======== THE RECORDS

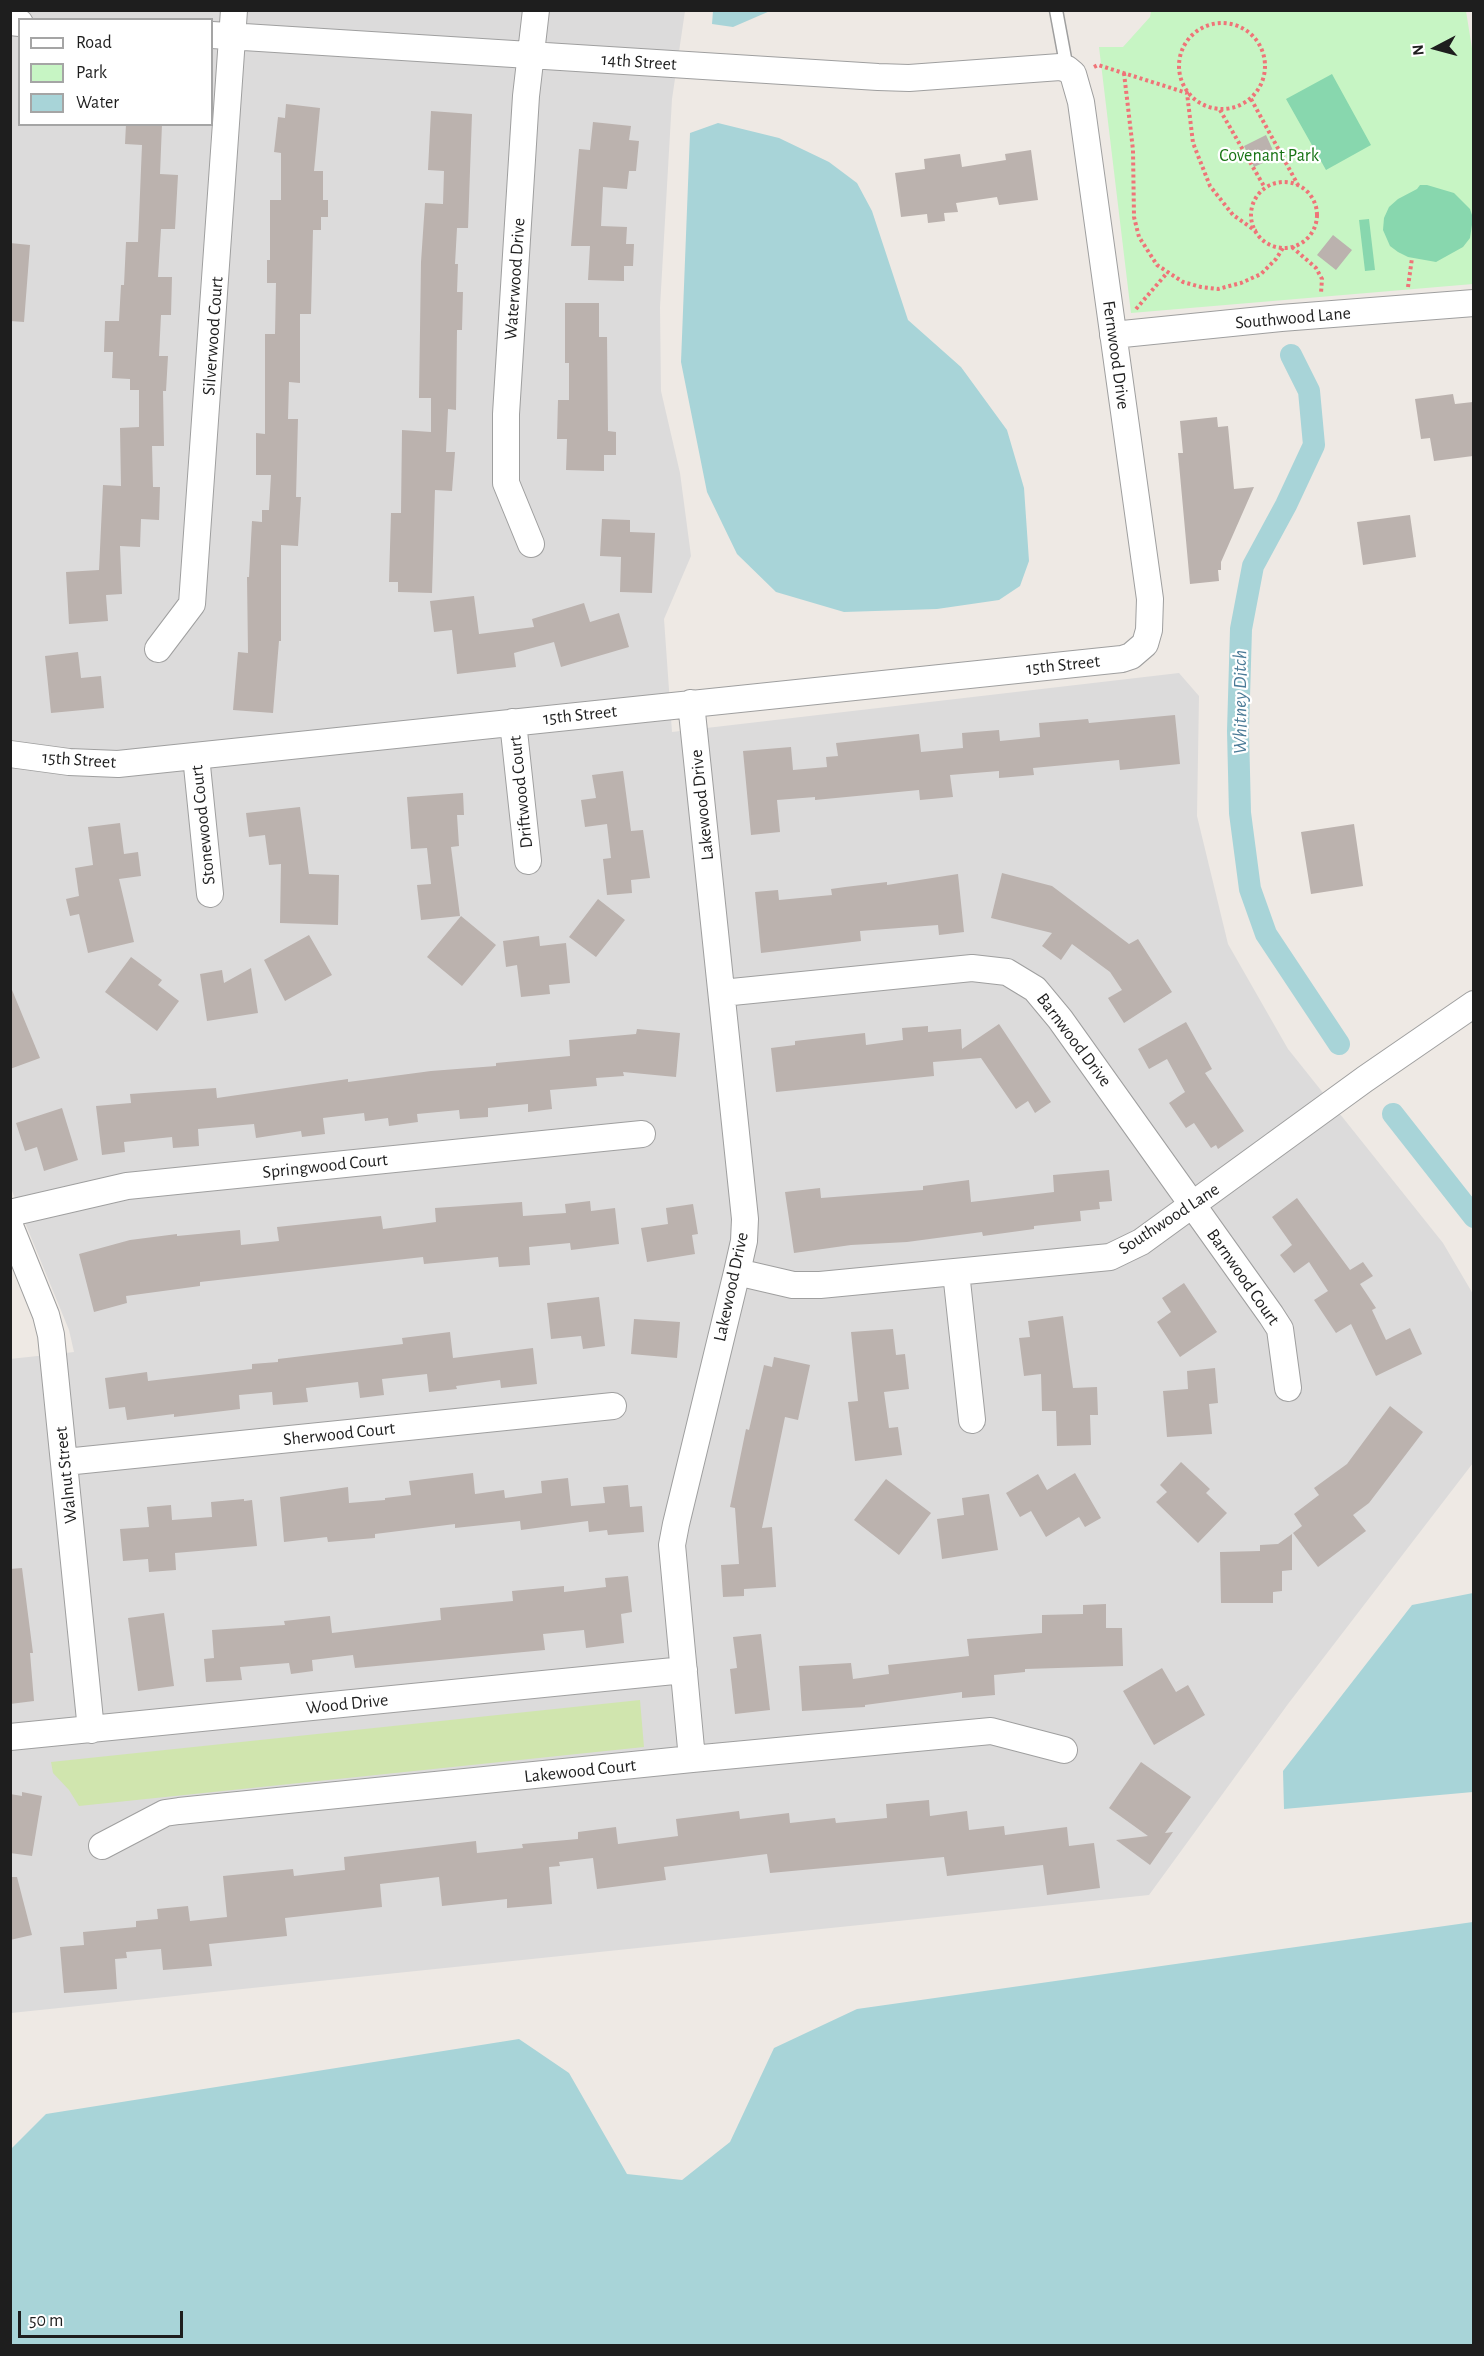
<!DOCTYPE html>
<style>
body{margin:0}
#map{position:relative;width:1484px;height:2356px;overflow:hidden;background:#eee9e4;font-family:"Alegreya Sans",sans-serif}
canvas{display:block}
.frame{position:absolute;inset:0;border:12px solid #1e1e1e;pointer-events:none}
.legend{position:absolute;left:18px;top:18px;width:195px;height:108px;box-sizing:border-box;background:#fff;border:2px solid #a5a5a5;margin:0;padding:8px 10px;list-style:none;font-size:18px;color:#1e1e1e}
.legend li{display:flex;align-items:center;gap:12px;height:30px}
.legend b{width:30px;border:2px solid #a5a5a5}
.north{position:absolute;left:1406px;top:18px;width:60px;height:60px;-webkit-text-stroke:4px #fff;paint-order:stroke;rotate:264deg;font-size:16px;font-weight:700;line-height:24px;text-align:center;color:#1e1e1e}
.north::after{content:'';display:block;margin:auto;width:21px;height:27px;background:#1e1e1e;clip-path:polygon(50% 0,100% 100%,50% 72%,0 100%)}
.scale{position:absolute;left:18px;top:2311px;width:165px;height:27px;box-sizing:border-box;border:3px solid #1e1e1e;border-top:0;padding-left:8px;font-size:18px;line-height:21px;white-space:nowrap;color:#1e1e1e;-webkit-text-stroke:4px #fff;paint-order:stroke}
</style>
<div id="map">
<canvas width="1484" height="2356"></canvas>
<div class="frame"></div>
<ul class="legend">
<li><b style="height:8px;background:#fff"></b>Road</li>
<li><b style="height:16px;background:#c7f5c4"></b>Park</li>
<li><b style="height:16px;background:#a8d4d8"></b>Water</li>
</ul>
<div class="north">N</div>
<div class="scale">50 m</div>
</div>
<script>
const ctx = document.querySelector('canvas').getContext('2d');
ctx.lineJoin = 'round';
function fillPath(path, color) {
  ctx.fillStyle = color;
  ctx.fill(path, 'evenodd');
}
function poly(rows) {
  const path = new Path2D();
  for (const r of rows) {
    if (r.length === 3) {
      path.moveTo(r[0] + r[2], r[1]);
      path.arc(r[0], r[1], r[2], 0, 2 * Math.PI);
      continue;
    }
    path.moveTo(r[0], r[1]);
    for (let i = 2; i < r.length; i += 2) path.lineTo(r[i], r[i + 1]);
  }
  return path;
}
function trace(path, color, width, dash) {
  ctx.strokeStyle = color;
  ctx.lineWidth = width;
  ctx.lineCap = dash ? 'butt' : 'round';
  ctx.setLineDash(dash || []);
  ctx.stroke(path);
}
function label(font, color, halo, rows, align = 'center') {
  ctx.font = font + ' "Alegreya Sans",sans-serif';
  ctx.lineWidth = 4.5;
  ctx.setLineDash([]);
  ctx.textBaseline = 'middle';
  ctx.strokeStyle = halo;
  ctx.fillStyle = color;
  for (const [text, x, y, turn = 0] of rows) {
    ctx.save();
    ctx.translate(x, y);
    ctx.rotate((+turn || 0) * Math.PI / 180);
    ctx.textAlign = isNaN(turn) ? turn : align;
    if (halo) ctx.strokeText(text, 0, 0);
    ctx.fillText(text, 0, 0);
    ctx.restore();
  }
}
fillPath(poly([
 [11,11,685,11,672,99,660,307,661,391,680,473,691,556,664,619,672,732,1179,673,1199,696,1197,816,1228,944,1288,1049,1443,1243,1473,1294,1473,1463,1288,1704,1149,1895,11,2013,10,1359,74,1352,69,1330,10,1186],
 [20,20,212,20,212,124,20,124]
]), '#dcdbdb');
fillPath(poly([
 [640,1700,644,1747,79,1806,69,1790,53,1773,51,1762]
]), '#d0e5ae');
fillPath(poly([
 [1151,11,1466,11,1474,61,1473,284,1131,313,1099,47,1123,47,1150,17]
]), '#c7f5c4');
fillPath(poly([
 [1332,74,1371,145,1326,170,1286,99],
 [1420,185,1427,185,1454,193,1470,209,1473,218,1470,238,1463,247,1436,262,1408,257,1398,252,1390,246,1383,230,1384,218,1389,207,1398,199,1417,189],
 [1369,219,1375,270,1365,271,1359,220]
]), '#88d7ae');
fillPath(poly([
 [713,11,713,10,770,11,733,27,712,24],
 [718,123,779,138,829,162,857,183,872,211,908,320,961,367,1007,430,1024,488,1029,561,1020,586,999,600,937,609,844,612,776,592,737,554,707,492,681,362,690,133],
 [1473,1593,1473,1792,1284,1809,1283,1771,1412,1605],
 [1473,1922,1473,2345,11,2345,11,2149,46,2114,519,2039,569,2073,627,2174,682,2180,730,2142,774,2048,857,2009]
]), '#a8d4d8');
trace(poly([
 [1291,355,1309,391,1314,445,1286,505,1253,566,1241,629,1238,731,1240,813,1250,889,1266,934,1339,1044],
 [1393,1114,1474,1217]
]), '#a8d4d8', 22);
fillPath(poly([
 [286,104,320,108,314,171,323,171,323,200,328,200,328,217,321,217,321,230,313,230,311,314,300,314,300,383,289,382,288,419,298,419,296,497,301,497,298,546,281,545,281,641,279,641,273,713,233,710,238,652,248,653,247,577,249,577,252,521,262,522,262,510,269,510,271,475,256,475,256,433,265,434,265,334,275,334,276,283,267,283,267,260,270,260,270,200,281,200,281,153,274,152,278,117,285,118],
 [431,111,472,114,468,228,457,228,455,264,458,264,457,292,463,292,462,330,457,330,456,410,448,409,446,452,455,452,452,491,435,490,432,593,398,592,398,582,389,582,391,513,401,513,402,430,431,432,431,398,419,398,421,262,425,203,443,204,444,171,428,170],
 [593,122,631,126,629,140,639,141,636,171,629,171,627,189,603,187,601,226,627,227,626,244,634,244,633,266,624,266,624,281,588,280,590,246,571,246,579,149,590,150],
 [126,124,162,124,160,174,178,175,175,229,161,229,158,277,172,277,171,315,161,315,159,356,168,356,166,391,163,391,164,446,152,446,153,487,160,487,159,520,141,519,140,547,120,546,122,594,106,595,108,621,69,624,66,572,99,570,103,485,121,486,120,428,139,427,139,390,130,390,130,379,112,378,113,352,104,352,105,321,119,321,121,285,124,285,126,242,138,242,142,145,125,144],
 [1266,135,1276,157,1254,167,1244,146],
 [1031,150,1038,200,999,205,997,197,956,203,958,212,944,213,945,221,928,223,927,214,901,217,895,173,925,169,924,159,960,154,962,167,1006,160,1005,154],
 [1333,235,1352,250,1336,270,1317,255],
 [10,243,30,245,24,322,10,321],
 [565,303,599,303,599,337,607,337,608,431,616,432,616,455,604,455,604,471,566,470,567,439,557,439,558,400,569,400,569,363,565,363],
 [1453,394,1455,404,1473,402,1473,456,1434,461,1430,438,1421,439,1415,399],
 [1217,417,1218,427,1228,426,1234,489,1254,487,1221,562,1221,570,1218,570,1219,581,1190,584,1178,453,1183,453,1180,421],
 [1410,515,1416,557,1363,565,1357,522],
 [602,519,630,520,630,532,655,533,652,593,620,592,621,557,600,556],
 [474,596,479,634,534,627,532,619,584,603,590,622,619,613,629,647,561,667,554,642,514,653,516,667,457,674,452,630,434,632,430,601],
 [78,652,81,678,101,676,104,708,51,713,45,656],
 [1175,715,1180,764,1120,770,1119,760,1033,768,1034,775,999,778,999,771,950,775,953,797,920,800,919,790,815,800,815,797,777,800,780,832,751,835,743,751,791,747,793,770,827,767,826,757,838,756,836,743,919,734,921,752,963,748,962,733,999,730,1000,741,1040,737,1039,723,1088,719,1089,723],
 [623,771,631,831,643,830,650,878,631,880,632,893,607,895,603,859,611,858,607,824,585,827,581,800,596,798,592,775],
 [463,793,464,815,457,815,459,846,451,847,460,916,421,920,417,885,431,884,427,848,411,849,407,797],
 [300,807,309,874,339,875,338,925,280,923,281,864,269,865,265,835,249,837,246,813],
 [120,823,124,854,138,852,141,876,119,879,134,942,88,953,79,914,70,916,66,899,79,896,75,868,93,865,88,827],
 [1354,824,1363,886,1311,894,1301,832],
 [1002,873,1052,886,1129,944,1138,939,1172,992,1124,1023,1108,998,1122,990,1110,972,1072,944,1061,960,1042,946,1052,933,991,918],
 [958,874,964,932,939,935,938,925,860,931,861,941,761,953,755,892,778,890,779,900,832,895,831,889,845,887,887,882,887,885],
 [598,899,625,920,596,957,569,937],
 [461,916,496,945,462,986,427,957],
 [309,935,332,975,285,1001,264,960],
 [539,936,540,946,566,943,570,983,549,985,550,994,521,997,517,965,506,967,503,941],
 [131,957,162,980,158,985,179,1001,157,1031,105,992],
 [251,968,258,1013,207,1021,200,974,222,970,224,983],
 [10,985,40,1058,10,1069],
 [1186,1022,1212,1069,1205,1073,1244,1131,1218,1149,1216,1145,1211,1148,1194,1123,1186,1128,1169,1103,1185,1092,1167,1059,1149,1069,1138,1049],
 [999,1024,1051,1102,1035,1113,1028,1101,1016,1109,981,1058,933,1062,934,1076,776,1092,771,1048,795,1045,795,1041,865,1033,866,1045,903,1040,902,1028,928,1026,928,1032,961,1029,962,1049],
 [637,1029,680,1033,676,1077,623,1072,624,1076,596,1078,597,1086,550,1090,552,1109,528,1112,528,1104,488,1108,488,1117,460,1119,459,1110,417,1114,418,1122,389,1126,388,1118,365,1121,364,1113,323,1118,325,1134,302,1137,301,1131,256,1138,254,1124,198,1129,199,1146,173,1148,172,1137,124,1142,125,1152,102,1155,96,1106,131,1103,130,1094,216,1088,217,1098,348,1079,348,1082,431,1071,496,1066,496,1063,570,1056,569,1040,636,1034],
 [62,1108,78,1160,44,1171,37,1147,25,1151,16,1123],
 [1109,1170,1112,1201,1099,1202,1100,1209,1080,1211,1081,1221,1034,1226,1034,1229,983,1236,982,1232,907,1242,851,1245,794,1253,785,1192,820,1188,821,1198,923,1190,923,1186,969,1180,971,1202,1054,1192,1053,1175],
 [1297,1198,1350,1270,1363,1262,1373,1276,1360,1284,1376,1308,1372,1310,1386,1340,1410,1328,1422,1354,1376,1376,1351,1324,1336,1333,1314,1300,1328,1291,1309,1262,1294,1273,1280,1255,1292,1245,1272,1217],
 [590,1201,591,1211,615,1208,619,1244,571,1250,570,1243,529,1247,530,1265,499,1267,498,1257,424,1264,423,1257,200,1282,200,1286,126,1296,127,1303,94,1312,79,1254,130,1240,177,1234,177,1236,240,1230,241,1245,279,1241,277,1227,381,1216,383,1229,436,1222,435,1208,522,1202,523,1216,566,1213,565,1204],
 [693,1204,698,1234,692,1235,695,1254,647,1262,641,1228,668,1224,666,1208],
 [1184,1283,1217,1332,1180,1357,1157,1322,1171,1312,1162,1298],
 [599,1297,605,1346,583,1349,581,1336,551,1339,547,1303],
 [1063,1316,1073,1388,1097,1387,1098,1415,1090,1415,1091,1445,1057,1446,1056,1411,1042,1411,1041,1374,1024,1376,1019,1338,1030,1337,1028,1321],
 [634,1319,680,1322,677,1358,631,1354],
 [893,1329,896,1355,905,1354,909,1389,884,1392,889,1428,898,1427,902,1455,855,1461,848,1402,858,1401,851,1332],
 [450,1332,453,1358,533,1348,537,1384,501,1388,500,1380,456,1386,457,1389,429,1392,427,1374,382,1379,384,1395,360,1398,358,1382,306,1388,308,1402,273,1405,272,1392,239,1395,240,1409,174,1417,174,1414,127,1420,125,1407,109,1409,105,1378,147,1372,148,1381,252,1369,252,1364,278,1362,278,1359,403,1344,402,1338],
 [774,1357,810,1365,798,1420,785,1417,762,1528,772,1527,776,1587,744,1589,744,1596,723,1597,721,1565,739,1564,735,1508,730,1507,746,1429,749,1430,764,1365,772,1367],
 [1215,1368,1218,1403,1209,1404,1212,1434,1167,1437,1163,1391,1188,1389,1187,1371],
 [1390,1406,1423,1432,1369,1503,1353,1515,1366,1531,1318,1567,1293,1533,1302,1526,1294,1514,1319,1495,1314,1488,1347,1464],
 [1181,1462,1210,1489,1206,1493,1227,1513,1198,1543,1156,1502,1167,1492,1160,1485],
 [473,1473,475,1494,504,1490,505,1498,542,1493,541,1481,568,1478,571,1506,605,1503,603,1487,628,1485,630,1507,642,1506,644,1532,608,1535,607,1530,589,1532,588,1521,521,1530,520,1521,455,1528,455,1524,375,1534,375,1538,328,1542,327,1537,284,1542,280,1497,348,1487,349,1503,385,1500,385,1498,411,1495,409,1481],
 [1075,1473,1101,1518,1085,1527,1079,1517,1046,1537,1031,1511,1020,1517,1006,1493,1038,1474,1047,1490],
 [886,1479,931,1513,899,1555,854,1520],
 [989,1494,998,1550,942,1559,937,1519,964,1515,962,1498],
 [244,1499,244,1501,252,1500,257,1546,175,1553,176,1570,149,1572,148,1559,123,1561,120,1529,149,1527,147,1507,171,1505,172,1520,212,1517,211,1502],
 [1292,1534,1292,1570,1282,1571,1282,1591,1273,1592,1273,1603,1221,1603,1220,1552,1260,1551,1260,1545,1278,1544],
 [22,1568,33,1653,30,1653,34,1701,10,1704,10,1569],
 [628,1576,632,1612,621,1614,624,1643,586,1648,584,1630,543,1634,545,1650,355,1668,353,1655,312,1660,313,1671,291,1674,289,1663,240,1667,242,1680,206,1682,204,1659,214,1658,212,1630,285,1625,284,1621,330,1616,332,1633,441,1620,440,1608,513,1601,512,1591,564,1586,564,1592,606,1587,605,1578],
 [1106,1604,1106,1628,1122,1628,1123,1666,1025,1669,1025,1672,994,1675,995,1695,962,1698,962,1692,865,1705,865,1707,802,1711,799,1666,851,1663,853,1679,889,1674,888,1665,969,1656,967,1639,1042,1633,1042,1615,1083,1614,1083,1605],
 [164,1613,174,1686,138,1691,128,1618],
 [761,1634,770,1710,735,1714,730,1669,737,1668,733,1637],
 [1162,1668,1176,1692,1188,1685,1205,1715,1154,1745,1123,1691],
 [1141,1762,1191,1797,1165,1833,1173,1832,1150,1865,1116,1840,1148,1836,1109,1808],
 [22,1792,42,1796,32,1856,10,1853,10,1794,22,1796],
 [929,1800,930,1816,967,1811,969,1830,1004,1826,1005,1835,1067,1827,1069,1846,1094,1843,1100,1888,1047,1895,1043,1865,947,1876,944,1857,770,1873,767,1854,664,1867,666,1880,597,1889,593,1858,559,1862,560,1866,549,1867,552,1904,507,1908,507,1899,442,1906,439,1877,380,1884,382,1907,285,1918,287,1936,209,1944,212,1966,163,1970,161,1949,126,1952,127,1958,115,1959,117,1989,64,1993,60,1947,84,1945,83,1932,136,1927,136,1921,158,1919,157,1909,188,1906,190,1921,227,1917,223,1876,293,1869,294,1876,345,1870,344,1857,476,1841,477,1853,523,1848,522,1844,578,1839,578,1832,616,1827,618,1844,678,1836,676,1819,739,1811,740,1819,789,1813,790,1823,835,1818,836,1823,887,1818,886,1804],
 [10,1877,17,1877,32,1935,10,1940]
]), '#bbb2ae');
const lane = poly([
 [1056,10,1067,69]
]);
const street = poly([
 [10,22,20,23],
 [1113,335,1281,318,1474,303],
 [531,544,506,483,506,414,526,96,536,10],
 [158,649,192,604,234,10],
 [691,703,745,1219,744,1241,737,1272,676,1524,672,1545,692,1759],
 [513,722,528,861],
 [10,754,69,762,118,764,1122,659,1131,656,1145,644,1149,630,1150,599,1081,102,1073,74,1067,69,1060,67,909,78,878,77,212,35],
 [196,756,210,894],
 [722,993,972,968,1007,972,1035,989,1060,1019,1271,1315,1280,1329,1288,1388],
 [10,1213,127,1186,642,1134],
 [10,1226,46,1315,51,1335,91,1730],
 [737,1272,793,1285,820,1285,1110,1257,1141,1242,1365,1079,1474,1004],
 [956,1272,972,1420],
 [65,1462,613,1406],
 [10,1737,684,1670],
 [102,1846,165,1813,179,1811,692,1759,991,1731,1064,1750]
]);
trace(lane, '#9f9f9f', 15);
trace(street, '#9f9f9f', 28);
trace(poly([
 [1222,66,43],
 [1094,67,1098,65,1187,93,1193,143,1210,186,1233,215,1256,231],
 [1124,73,1133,150,1134,217,1139,237,1157,265,1183,282,1201,287,1218,289,1241,283,1261,274,1276,259,1283,248],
 [1251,99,1298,185],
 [1220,110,1265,188],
 [1284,215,33],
 [1292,247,1316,268,1322,279,1321,293],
 [1408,287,1412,258],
 [1136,309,1167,273]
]), '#ef7478', 4, [3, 3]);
trace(lane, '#fff', 12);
trace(street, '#fff', 26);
label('18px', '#1e1e1e', '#fff', [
 ["14th Street",639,62,4],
 ["Waterwood Drive",515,279,-86],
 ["Southwood Lane",1293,318,-5],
 ["Silverwood Court",213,336,-86],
 ["Fernwood Drive",1116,355,82],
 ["15th Street",1063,665,-6],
 ["15th Street",580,715,-6],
 ["15th Street",79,760,4],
 ["Driftwood Court",521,792,-96],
 ["Lakewood Drive",702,805,-96],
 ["Stonewood Court",203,825,-96],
 ["Barnwood Drive",1074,1040,53],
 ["Springwood Court",325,1166,-6],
 ["Southwood Lane",1169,1219,-33],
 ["Barnwood Court",1243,1277,55],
 ["Lakewood Drive",731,1287,-78],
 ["Sherwood Court",339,1434,-6],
 ["Walnut Street",66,1475,-96],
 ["Wood Drive",347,1704,-6],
 ["Lakewood Court",580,1771,-6]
]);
label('18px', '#187414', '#fff', [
 ["Covenant Park",1269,156]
]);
label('italic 20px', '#4b7b97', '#fff', [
 ["Whitney Ditch",1240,702,-90]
]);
</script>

================

Where does the word "Math" appear in the listing above? Copy every line that holds it.

      path.arc(r[0], r[1], r[2], 0, 2 * Math.PI);
    ctx.rotate((+turn || 0) * Math.PI / 180);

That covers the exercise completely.